HIV-1 IRES-driven translation functions with proteolytically cleaved eIF4G. Monocistronic capped RNAs from HIV-1, encephalomyocarditis virus (EMCV), and cyclin B2 (A) were in vitro translated in a rabbit reticulocyte lysate treated with the foot-and-mouth disease virus L protease as previously described (52, 53, 62, 64). [³⁵S]methionine-labeled proteins were subjected to SDS-PAGE and quantified (B) as described in Materials and Methods.

FIG. 6.

Increased secondary structure in the primer-binding site region does not inhibit translation. C33A cells were transfected with the wild-type or mutant proviral constructs shown in panel A. Total cellular extracts were prepared 3 days posttransfection, and viral proteins were detected by Western blotting with serum from an HIV-1-infected individual (B).

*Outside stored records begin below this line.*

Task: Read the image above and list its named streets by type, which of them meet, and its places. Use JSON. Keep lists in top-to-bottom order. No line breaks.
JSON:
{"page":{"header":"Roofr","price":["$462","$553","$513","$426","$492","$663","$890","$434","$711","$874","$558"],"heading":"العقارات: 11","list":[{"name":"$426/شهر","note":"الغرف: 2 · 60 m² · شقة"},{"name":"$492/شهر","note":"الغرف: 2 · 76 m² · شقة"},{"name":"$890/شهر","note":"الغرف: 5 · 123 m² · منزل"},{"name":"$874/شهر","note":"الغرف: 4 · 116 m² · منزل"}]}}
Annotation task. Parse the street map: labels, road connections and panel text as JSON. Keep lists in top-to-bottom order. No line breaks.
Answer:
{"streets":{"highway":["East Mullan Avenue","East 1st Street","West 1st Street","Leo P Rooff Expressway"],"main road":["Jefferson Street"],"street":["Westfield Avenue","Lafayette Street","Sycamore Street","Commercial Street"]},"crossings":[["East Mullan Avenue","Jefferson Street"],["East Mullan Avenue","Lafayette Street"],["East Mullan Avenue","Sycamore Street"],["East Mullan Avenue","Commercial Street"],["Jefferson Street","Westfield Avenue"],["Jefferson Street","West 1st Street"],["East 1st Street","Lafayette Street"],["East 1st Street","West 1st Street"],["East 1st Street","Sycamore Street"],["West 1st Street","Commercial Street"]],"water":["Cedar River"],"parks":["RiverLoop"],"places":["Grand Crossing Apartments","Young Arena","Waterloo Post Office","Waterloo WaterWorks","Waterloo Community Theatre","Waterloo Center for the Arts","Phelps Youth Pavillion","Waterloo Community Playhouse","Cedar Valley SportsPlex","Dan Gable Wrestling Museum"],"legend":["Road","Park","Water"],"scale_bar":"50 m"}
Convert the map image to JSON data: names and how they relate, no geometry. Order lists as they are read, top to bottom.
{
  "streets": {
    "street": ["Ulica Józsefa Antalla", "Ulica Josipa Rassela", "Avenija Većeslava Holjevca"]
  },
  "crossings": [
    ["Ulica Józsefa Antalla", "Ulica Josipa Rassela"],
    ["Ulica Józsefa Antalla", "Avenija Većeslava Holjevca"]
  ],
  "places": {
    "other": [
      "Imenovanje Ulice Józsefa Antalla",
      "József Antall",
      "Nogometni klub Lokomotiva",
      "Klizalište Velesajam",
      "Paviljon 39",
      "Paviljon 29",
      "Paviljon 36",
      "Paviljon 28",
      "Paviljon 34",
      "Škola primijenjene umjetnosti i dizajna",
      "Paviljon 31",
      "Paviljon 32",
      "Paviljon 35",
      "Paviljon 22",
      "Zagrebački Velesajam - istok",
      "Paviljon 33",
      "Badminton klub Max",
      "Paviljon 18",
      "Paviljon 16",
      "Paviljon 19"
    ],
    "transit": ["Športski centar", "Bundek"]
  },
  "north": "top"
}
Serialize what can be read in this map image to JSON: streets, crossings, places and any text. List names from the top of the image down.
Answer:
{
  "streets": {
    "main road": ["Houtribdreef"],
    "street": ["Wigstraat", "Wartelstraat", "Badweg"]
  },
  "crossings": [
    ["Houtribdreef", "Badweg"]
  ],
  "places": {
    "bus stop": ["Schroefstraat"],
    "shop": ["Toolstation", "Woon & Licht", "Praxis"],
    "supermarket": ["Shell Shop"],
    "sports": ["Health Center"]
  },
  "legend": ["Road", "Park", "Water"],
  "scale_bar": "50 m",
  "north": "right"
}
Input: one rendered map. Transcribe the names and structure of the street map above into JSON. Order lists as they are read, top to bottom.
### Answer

The positions of the HIV-1 gag-p55 precursor protein and the mature CA-p24 protein are indicated on the right. Positions of molecular size markers are indicated on the left (in kilodaltons).

FIG. 7.

HIV-1 IRES is active in translation extracts prepared from mitotic cells. FACS analysis of untreated (A) and nocodazole-treated (B) HeLa cells from which in vitro translation extracts were prepared.In vitro translation of bicistronic capped mRNA in untreated (□) and nocodazole-treated (▪) HeLa cell extracts (C and D). The values are averages from two independent experiments. The difference in the translation efficiencies of the extracts was normalized by setting the firefly luciferase activity of the negative control vector plasmid to an equal value. See the legend to Fig. 2 for abbreviations.

FIG. 8.

HIV-1 IRES functions ex vivo in G₂/M-arrested HeLa cells. FACS analysis of untreated (A) and nocodazole-treated (B) HeLa cells which express Plap/neo as described in Materials and Methods. (C) [³⁵S]methionine-labeled proteins were resolved by SDS-PAGE and visualized by autoradiography. (D) Western blotting for neomycin and actin proteins was performed as described in Materials and Methods. Experiments were repeated three times, and the results of a representative experiment are shown. The results did not differ by more than 20%.